Activity >> Keep the images out while you set down the data exactly.

Record excerpts >>
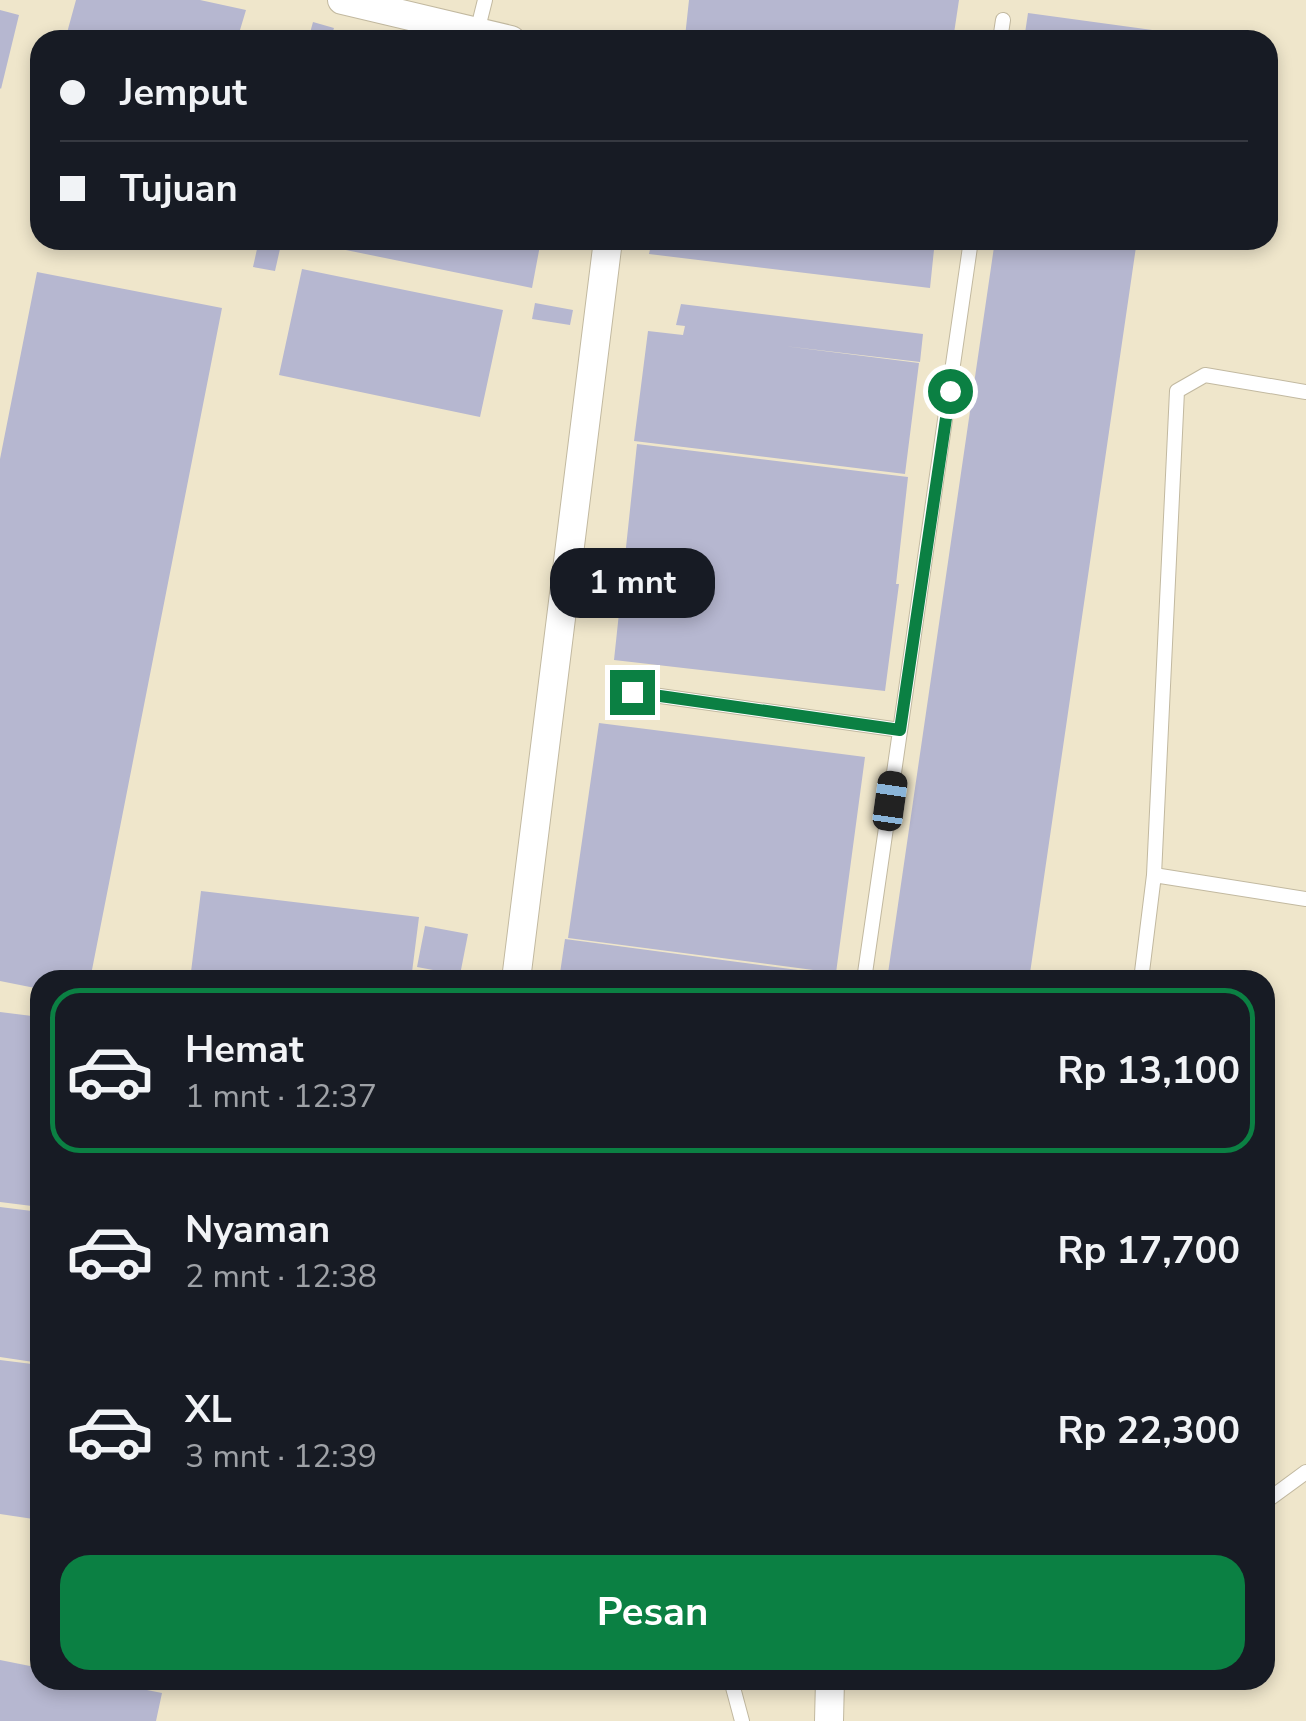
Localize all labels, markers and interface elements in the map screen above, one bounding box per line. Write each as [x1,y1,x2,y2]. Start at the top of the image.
text: Jemput [120,67,247,118]
text: Tujuan [120,163,238,214]
route start [928,369,973,414]
callout: 1 mnt [550,547,714,617]
text: 1 mnt [589,561,676,604]
route end [610,670,655,715]
car [871,769,909,833]
text: Hemat [185,1024,304,1075]
icon: car [65,1026,155,1116]
text: Rp 13,100 [1057,1045,1240,1096]
text: 1 mnt · 12:37 [185,1075,377,1118]
text: Nyaman [185,1204,330,1255]
icon: car [65,1206,155,1296]
text: Rp 17,700 [1057,1225,1240,1276]
text: 2 mnt · 12:38 [185,1255,377,1298]
text: XL [185,1384,232,1435]
icon: car [65,1386,155,1476]
text: Rp 22,300 [1057,1405,1240,1456]
text: 3 mnt · 12:39 [185,1435,377,1478]
button: Pesan [60,1555,1245,1670]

Response >>
Localize all labels, markers and interface elements in the map screen above, one bounding box per line. Write each as [x1,y1,x2,y2]. Start at the top of the image.
text: Jemput [120,67,247,118]
text: Tujuan [120,163,238,214]
route start [928,369,973,414]
callout: 1 mnt [550,547,714,617]
text: 1 mnt [589,561,676,604]
route end [610,670,655,715]
car [871,769,909,833]
text: Hemat [185,1024,304,1075]
icon: car [65,1026,155,1116]
text: Rp 13,100 [1057,1045,1240,1096]
text: 1 mnt · 12:37 [185,1075,377,1118]
text: Nyaman [185,1204,330,1255]
icon: car [65,1206,155,1296]
text: Rp 17,700 [1057,1225,1240,1276]
text: 2 mnt · 12:38 [185,1255,377,1298]
text: XL [185,1384,232,1435]
icon: car [65,1386,155,1476]
text: Rp 22,300 [1057,1405,1240,1456]
text: 3 mnt · 12:39 [185,1435,377,1478]
button: Pesan [60,1555,1245,1670]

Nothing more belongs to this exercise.